*** Recorded information Section Begins ***

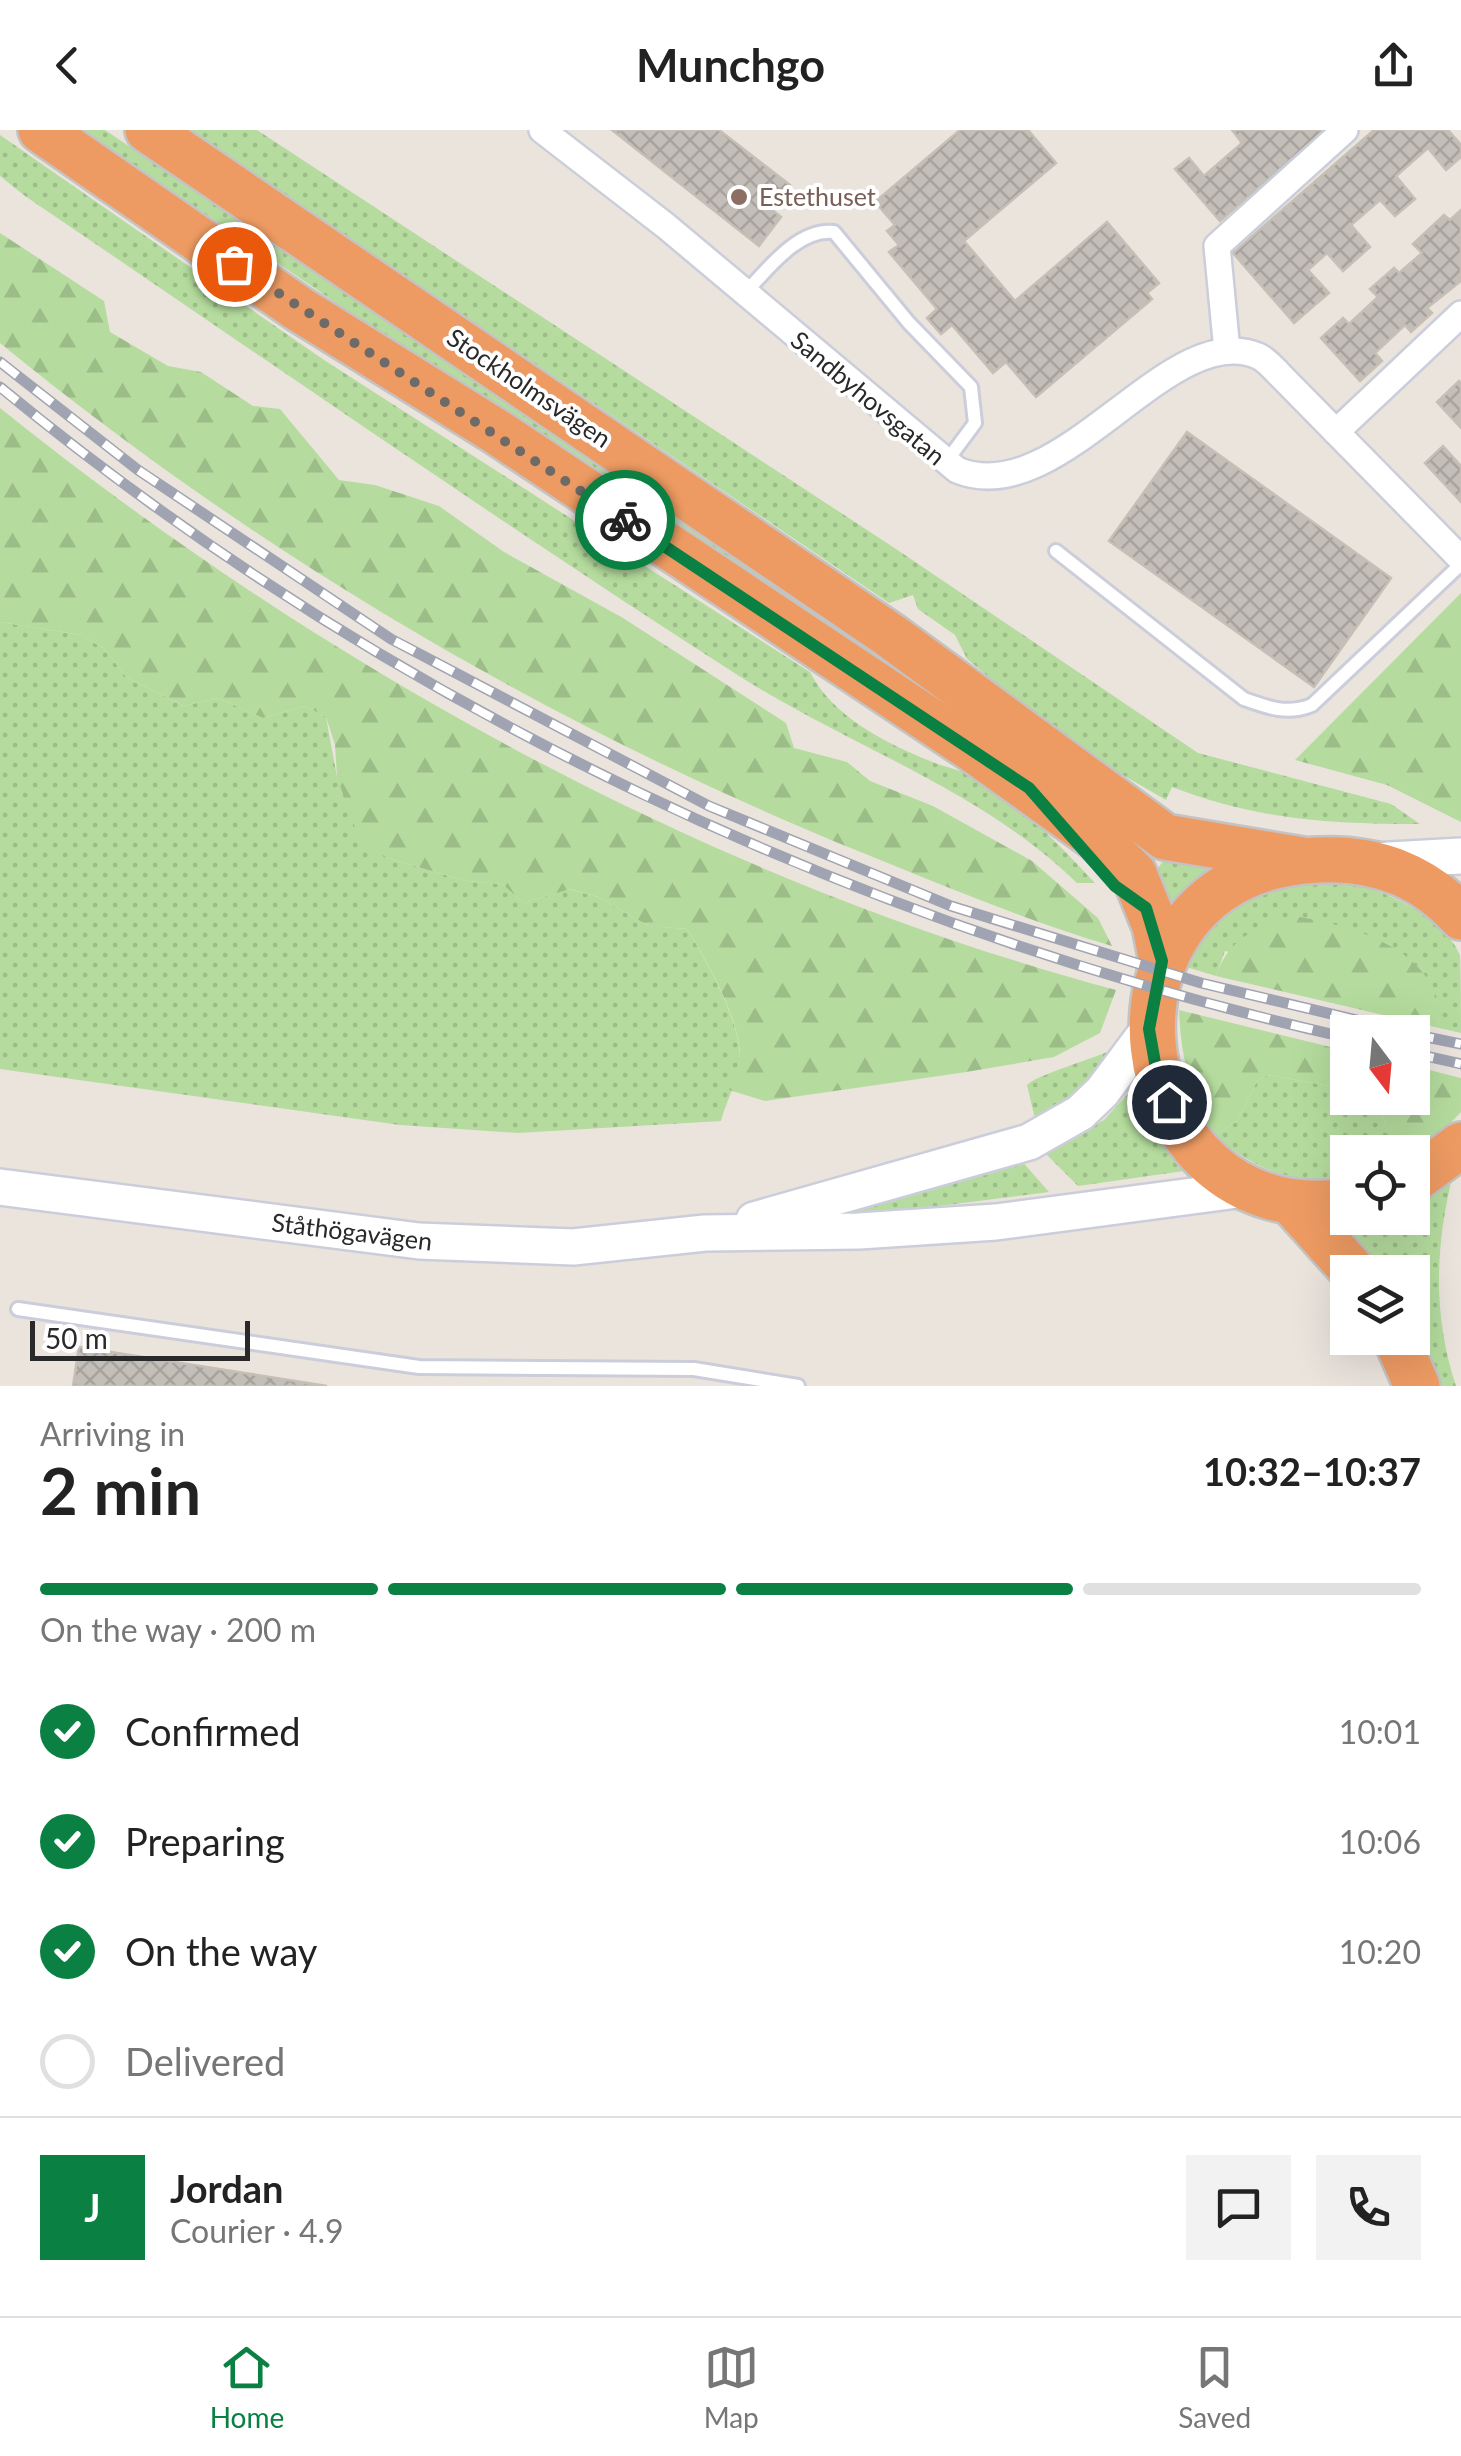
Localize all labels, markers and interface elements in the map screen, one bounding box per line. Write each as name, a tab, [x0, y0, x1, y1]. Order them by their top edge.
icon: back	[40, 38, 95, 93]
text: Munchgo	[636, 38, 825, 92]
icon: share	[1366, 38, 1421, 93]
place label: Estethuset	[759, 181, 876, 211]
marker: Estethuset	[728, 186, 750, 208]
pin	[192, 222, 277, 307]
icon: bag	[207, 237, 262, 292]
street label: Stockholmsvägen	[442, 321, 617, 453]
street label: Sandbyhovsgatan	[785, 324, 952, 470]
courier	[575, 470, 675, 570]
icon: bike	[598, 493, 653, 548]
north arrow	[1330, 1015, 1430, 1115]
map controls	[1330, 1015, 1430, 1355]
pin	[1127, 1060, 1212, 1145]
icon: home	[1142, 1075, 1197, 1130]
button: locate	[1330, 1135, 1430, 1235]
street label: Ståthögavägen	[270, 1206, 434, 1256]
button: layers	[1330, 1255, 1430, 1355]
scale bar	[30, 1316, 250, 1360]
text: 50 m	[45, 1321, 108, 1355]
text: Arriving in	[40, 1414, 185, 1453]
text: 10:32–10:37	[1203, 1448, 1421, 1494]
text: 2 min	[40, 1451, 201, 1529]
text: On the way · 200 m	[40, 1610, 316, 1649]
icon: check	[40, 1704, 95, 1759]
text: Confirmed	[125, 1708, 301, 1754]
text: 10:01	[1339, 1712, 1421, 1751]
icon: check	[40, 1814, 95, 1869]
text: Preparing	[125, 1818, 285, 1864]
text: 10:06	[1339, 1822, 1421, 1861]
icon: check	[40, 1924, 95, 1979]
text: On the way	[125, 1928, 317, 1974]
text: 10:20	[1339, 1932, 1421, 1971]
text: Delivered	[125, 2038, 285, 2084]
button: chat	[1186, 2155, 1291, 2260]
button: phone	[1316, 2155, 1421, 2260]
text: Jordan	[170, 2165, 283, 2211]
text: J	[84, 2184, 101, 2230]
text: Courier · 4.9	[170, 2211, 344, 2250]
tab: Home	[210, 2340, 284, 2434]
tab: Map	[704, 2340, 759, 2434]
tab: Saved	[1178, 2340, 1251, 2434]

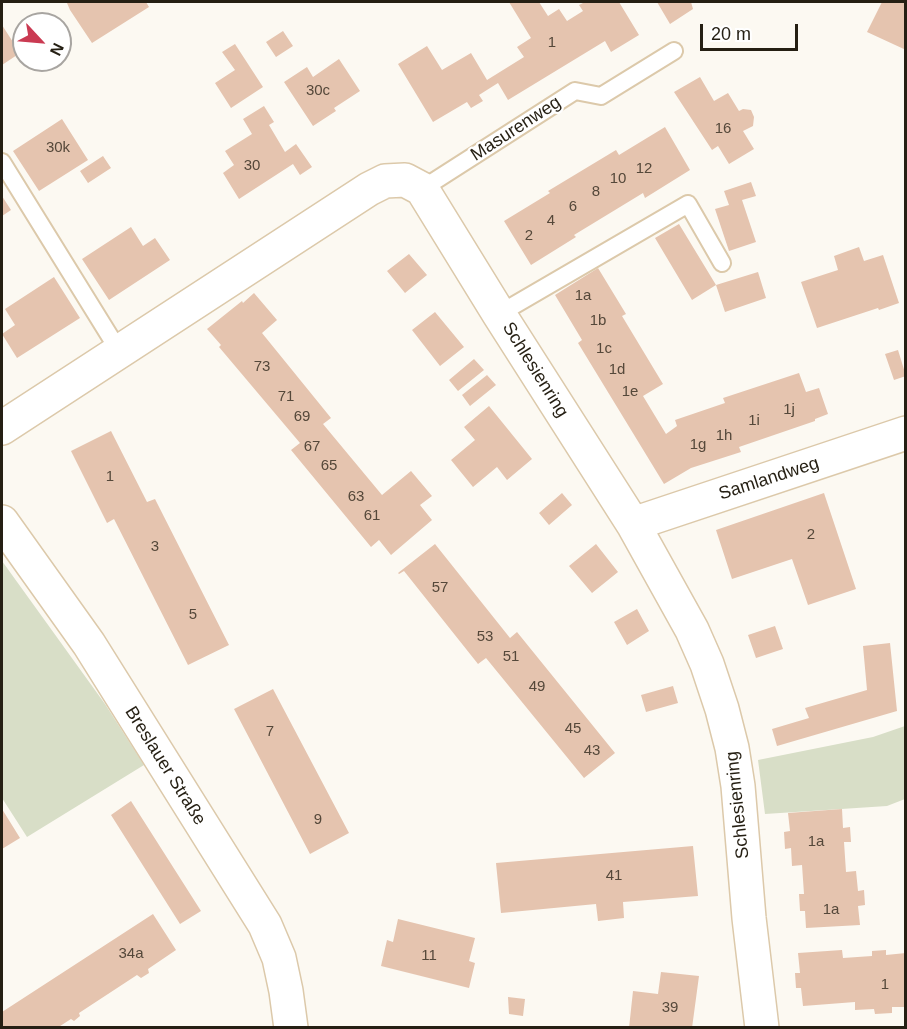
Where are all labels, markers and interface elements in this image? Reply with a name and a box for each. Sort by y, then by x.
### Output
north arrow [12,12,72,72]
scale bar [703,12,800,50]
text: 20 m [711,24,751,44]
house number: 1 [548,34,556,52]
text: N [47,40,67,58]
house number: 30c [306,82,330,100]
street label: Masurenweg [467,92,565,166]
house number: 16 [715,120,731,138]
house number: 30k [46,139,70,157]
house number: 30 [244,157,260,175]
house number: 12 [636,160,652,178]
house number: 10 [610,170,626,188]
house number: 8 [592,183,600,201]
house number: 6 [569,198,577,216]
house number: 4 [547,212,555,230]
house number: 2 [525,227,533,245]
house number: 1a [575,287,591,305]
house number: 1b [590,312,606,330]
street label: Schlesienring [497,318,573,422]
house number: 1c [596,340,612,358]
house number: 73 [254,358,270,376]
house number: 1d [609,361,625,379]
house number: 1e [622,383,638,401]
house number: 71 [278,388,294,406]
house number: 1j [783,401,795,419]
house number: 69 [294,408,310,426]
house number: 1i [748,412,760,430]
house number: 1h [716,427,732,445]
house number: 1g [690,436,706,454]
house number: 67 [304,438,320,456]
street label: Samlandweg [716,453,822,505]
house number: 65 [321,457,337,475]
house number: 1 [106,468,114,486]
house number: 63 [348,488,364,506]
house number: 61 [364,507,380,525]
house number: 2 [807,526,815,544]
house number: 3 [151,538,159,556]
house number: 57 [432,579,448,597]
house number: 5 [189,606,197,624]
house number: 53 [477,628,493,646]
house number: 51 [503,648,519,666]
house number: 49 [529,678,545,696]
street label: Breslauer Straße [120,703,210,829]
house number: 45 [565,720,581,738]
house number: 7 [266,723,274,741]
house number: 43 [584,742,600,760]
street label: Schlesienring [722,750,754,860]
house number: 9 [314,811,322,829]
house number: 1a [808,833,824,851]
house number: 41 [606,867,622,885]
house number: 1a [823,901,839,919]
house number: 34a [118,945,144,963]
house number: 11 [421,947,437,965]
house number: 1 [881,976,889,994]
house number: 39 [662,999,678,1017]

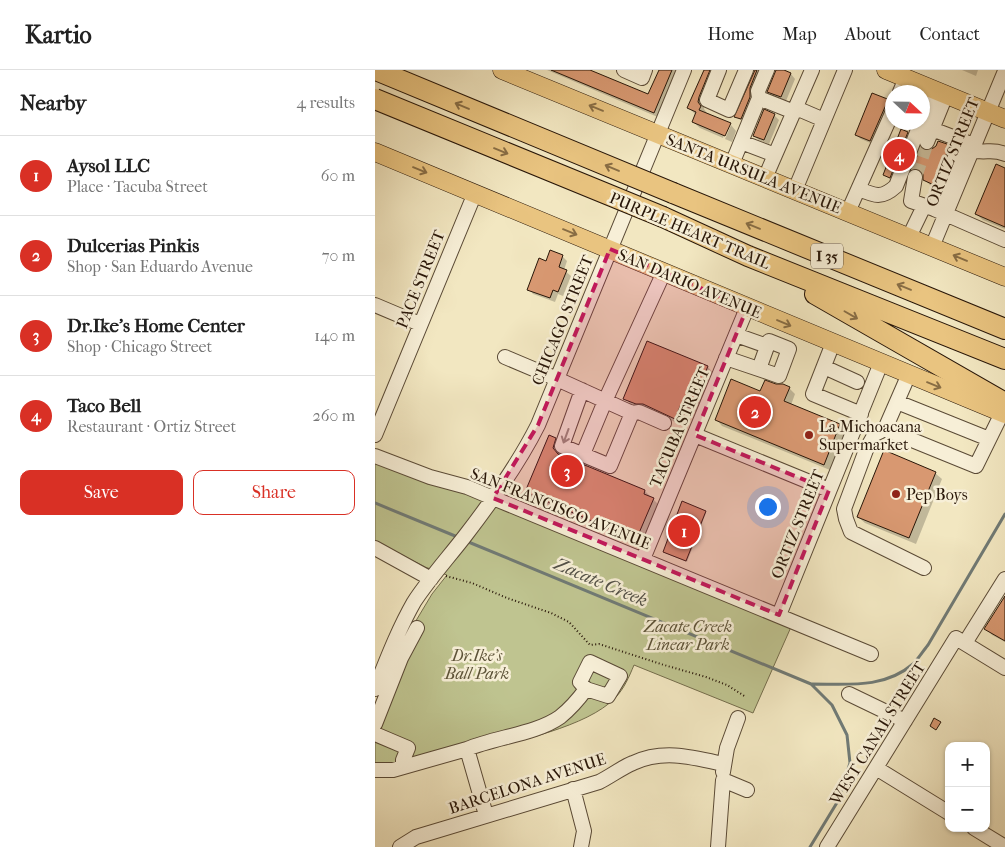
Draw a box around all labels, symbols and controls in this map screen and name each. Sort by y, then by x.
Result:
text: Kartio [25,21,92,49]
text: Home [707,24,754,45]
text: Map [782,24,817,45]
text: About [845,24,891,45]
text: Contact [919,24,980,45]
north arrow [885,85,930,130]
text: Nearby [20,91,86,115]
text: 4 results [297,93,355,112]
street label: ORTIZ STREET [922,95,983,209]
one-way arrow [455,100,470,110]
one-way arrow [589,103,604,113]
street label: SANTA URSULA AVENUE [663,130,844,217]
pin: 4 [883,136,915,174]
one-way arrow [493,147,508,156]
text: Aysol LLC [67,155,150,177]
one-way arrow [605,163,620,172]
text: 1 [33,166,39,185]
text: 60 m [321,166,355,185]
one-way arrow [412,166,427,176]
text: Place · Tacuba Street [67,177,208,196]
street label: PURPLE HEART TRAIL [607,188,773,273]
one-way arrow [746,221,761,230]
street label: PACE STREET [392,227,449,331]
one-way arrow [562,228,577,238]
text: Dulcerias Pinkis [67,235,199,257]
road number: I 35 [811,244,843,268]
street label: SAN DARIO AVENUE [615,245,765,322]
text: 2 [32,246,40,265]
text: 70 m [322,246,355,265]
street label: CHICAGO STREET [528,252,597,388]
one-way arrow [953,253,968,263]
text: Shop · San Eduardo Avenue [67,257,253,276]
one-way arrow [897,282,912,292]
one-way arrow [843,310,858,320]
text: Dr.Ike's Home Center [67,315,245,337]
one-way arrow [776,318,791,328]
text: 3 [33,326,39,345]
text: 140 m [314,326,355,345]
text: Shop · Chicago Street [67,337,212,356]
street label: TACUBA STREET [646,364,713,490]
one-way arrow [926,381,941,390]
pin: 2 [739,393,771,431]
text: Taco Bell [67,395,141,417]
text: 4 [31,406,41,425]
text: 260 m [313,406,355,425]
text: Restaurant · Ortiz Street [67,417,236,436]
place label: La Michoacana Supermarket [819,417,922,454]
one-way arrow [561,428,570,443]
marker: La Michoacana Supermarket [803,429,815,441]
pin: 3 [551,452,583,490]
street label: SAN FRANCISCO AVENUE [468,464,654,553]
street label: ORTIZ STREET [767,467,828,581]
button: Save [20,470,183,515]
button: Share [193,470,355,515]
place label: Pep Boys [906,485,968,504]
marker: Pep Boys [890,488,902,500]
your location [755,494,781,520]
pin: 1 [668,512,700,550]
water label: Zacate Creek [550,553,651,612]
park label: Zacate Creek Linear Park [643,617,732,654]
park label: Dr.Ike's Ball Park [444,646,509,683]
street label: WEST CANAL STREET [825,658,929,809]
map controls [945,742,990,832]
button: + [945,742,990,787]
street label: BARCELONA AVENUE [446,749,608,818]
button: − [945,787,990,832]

*** Recorded information Section Ends ***

### Task goal
For this exercise, retype the data above exactly and skip every image.

### Exercise response
Localize all labels, markers and interface elements in the map screen, one bounding box per line. Write each as name, a tab, [x0, y0, x1, y1]. Order them by their top edge.
icon: back	[40, 38, 95, 93]
text: Munchgo	[636, 38, 825, 92]
icon: share	[1366, 38, 1421, 93]
place label: Estethuset	[759, 181, 876, 211]
marker: Estethuset	[728, 186, 750, 208]
pin	[192, 222, 277, 307]
icon: bag	[207, 237, 262, 292]
street label: Stockholmsvägen	[442, 321, 617, 453]
street label: Sandbyhovsgatan	[785, 324, 952, 470]
courier	[575, 470, 675, 570]
icon: bike	[598, 493, 653, 548]
north arrow	[1330, 1015, 1430, 1115]
map controls	[1330, 1015, 1430, 1355]
pin	[1127, 1060, 1212, 1145]
icon: home	[1142, 1075, 1197, 1130]
button: locate	[1330, 1135, 1430, 1235]
street label: Ståthögavägen	[270, 1206, 434, 1256]
button: layers	[1330, 1255, 1430, 1355]
scale bar	[30, 1316, 250, 1360]
text: 50 m	[45, 1321, 108, 1355]
text: Arriving in	[40, 1414, 185, 1453]
text: 10:32–10:37	[1203, 1448, 1421, 1494]
text: 2 min	[40, 1451, 201, 1529]
text: On the way · 200 m	[40, 1610, 316, 1649]
icon: check	[40, 1704, 95, 1759]
text: Confirmed	[125, 1708, 301, 1754]
text: 10:01	[1339, 1712, 1421, 1751]
icon: check	[40, 1814, 95, 1869]
text: Preparing	[125, 1818, 285, 1864]
text: 10:06	[1339, 1822, 1421, 1861]
icon: check	[40, 1924, 95, 1979]
text: On the way	[125, 1928, 317, 1974]
text: 10:20	[1339, 1932, 1421, 1971]
text: Delivered	[125, 2038, 285, 2084]
button: chat	[1186, 2155, 1291, 2260]
button: phone	[1316, 2155, 1421, 2260]
text: Jordan	[170, 2165, 283, 2211]
text: J	[84, 2184, 101, 2230]
text: Courier · 4.9	[170, 2211, 344, 2250]
tab: Home	[210, 2340, 284, 2434]
tab: Map	[704, 2340, 759, 2434]
tab: Saved	[1178, 2340, 1251, 2434]

Where are all labels, markers and interface elements in this image? Reply with a name and a box for each. Sort by y, then by x.
### Output
north arrow [12,12,72,72]
scale bar [703,12,800,50]
text: 20 m [711,24,751,44]
house number: 1 [548,34,556,52]
text: N [47,40,67,58]
house number: 30c [306,82,330,100]
street label: Masurenweg [467,92,565,166]
house number: 16 [715,120,731,138]
house number: 30k [46,139,70,157]
house number: 30 [244,157,260,175]
house number: 12 [636,160,652,178]
house number: 10 [610,170,626,188]
house number: 8 [592,183,600,201]
house number: 6 [569,198,577,216]
house number: 4 [547,212,555,230]
house number: 2 [525,227,533,245]
house number: 1a [575,287,591,305]
house number: 1b [590,312,606,330]
street label: Schlesienring [497,318,573,422]
house number: 1c [596,340,612,358]
house number: 73 [254,358,270,376]
house number: 1d [609,361,625,379]
house number: 1e [622,383,638,401]
house number: 71 [278,388,294,406]
house number: 1j [783,401,795,419]
house number: 69 [294,408,310,426]
house number: 1i [748,412,760,430]
house number: 1h [716,427,732,445]
house number: 1g [690,436,706,454]
house number: 67 [304,438,320,456]
street label: Samlandweg [716,453,822,505]
house number: 65 [321,457,337,475]
house number: 1 [106,468,114,486]
house number: 63 [348,488,364,506]
house number: 61 [364,507,380,525]
house number: 2 [807,526,815,544]
house number: 3 [151,538,159,556]
house number: 57 [432,579,448,597]
house number: 5 [189,606,197,624]
house number: 53 [477,628,493,646]
house number: 51 [503,648,519,666]
house number: 49 [529,678,545,696]
street label: Breslauer Straße [120,703,210,829]
house number: 45 [565,720,581,738]
house number: 7 [266,723,274,741]
house number: 43 [584,742,600,760]
street label: Schlesienring [722,750,754,860]
house number: 9 [314,811,322,829]
house number: 1a [808,833,824,851]
house number: 41 [606,867,622,885]
house number: 1a [823,901,839,919]
house number: 34a [118,945,144,963]
house number: 11 [421,947,437,965]
house number: 1 [881,976,889,994]
house number: 39 [662,999,678,1017]

Draw a box around all labels, symbols and controls in this map screen and name each. Sort by y, then by x.
Result:
text: Kartio [25,21,92,49]
text: Home [707,24,754,45]
text: Map [782,24,817,45]
text: About [845,24,891,45]
text: Contact [919,24,980,45]
north arrow [885,85,930,130]
text: Nearby [20,91,86,115]
text: 4 results [297,93,355,112]
street label: ORTIZ STREET [922,95,983,209]
one-way arrow [455,100,470,110]
one-way arrow [589,103,604,113]
street label: SANTA URSULA AVENUE [663,130,844,217]
pin: 4 [883,136,915,174]
one-way arrow [493,147,508,156]
text: Aysol LLC [67,155,150,177]
one-way arrow [605,163,620,172]
text: 1 [33,166,39,185]
text: 60 m [321,166,355,185]
one-way arrow [412,166,427,176]
text: Place · Tacuba Street [67,177,208,196]
street label: PURPLE HEART TRAIL [607,188,773,273]
one-way arrow [746,221,761,230]
street label: PACE STREET [392,227,449,331]
one-way arrow [562,228,577,238]
text: Dulcerias Pinkis [67,235,199,257]
road number: I 35 [811,244,843,268]
street label: SAN DARIO AVENUE [615,245,765,322]
text: 2 [32,246,40,265]
text: 70 m [322,246,355,265]
street label: CHICAGO STREET [528,252,597,388]
one-way arrow [953,253,968,263]
text: Shop · San Eduardo Avenue [67,257,253,276]
one-way arrow [897,282,912,292]
one-way arrow [843,310,858,320]
text: Dr.Ike's Home Center [67,315,245,337]
one-way arrow [776,318,791,328]
text: 3 [33,326,39,345]
text: 140 m [314,326,355,345]
text: Shop · Chicago Street [67,337,212,356]
street label: TACUBA STREET [646,364,713,490]
one-way arrow [926,381,941,390]
pin: 2 [739,393,771,431]
text: Taco Bell [67,395,141,417]
text: 4 [31,406,41,425]
text: 260 m [313,406,355,425]
text: Restaurant · Ortiz Street [67,417,236,436]
place label: La Michoacana Supermarket [819,417,922,454]
one-way arrow [561,428,570,443]
marker: La Michoacana Supermarket [803,429,815,441]
pin: 3 [551,452,583,490]
street label: SAN FRANCISCO AVENUE [468,464,654,553]
street label: ORTIZ STREET [767,467,828,581]
button: Save [20,470,183,515]
button: Share [193,470,355,515]
place label: Pep Boys [906,485,968,504]
marker: Pep Boys [890,488,902,500]
your location [755,494,781,520]
pin: 1 [668,512,700,550]
water label: Zacate Creek [550,553,651,612]
park label: Zacate Creek Linear Park [643,617,732,654]
park label: Dr.Ike's Ball Park [444,646,509,683]
street label: WEST CANAL STREET [825,658,929,809]
map controls [945,742,990,832]
button: + [945,742,990,787]
street label: BARCELONA AVENUE [446,749,608,818]
button: − [945,787,990,832]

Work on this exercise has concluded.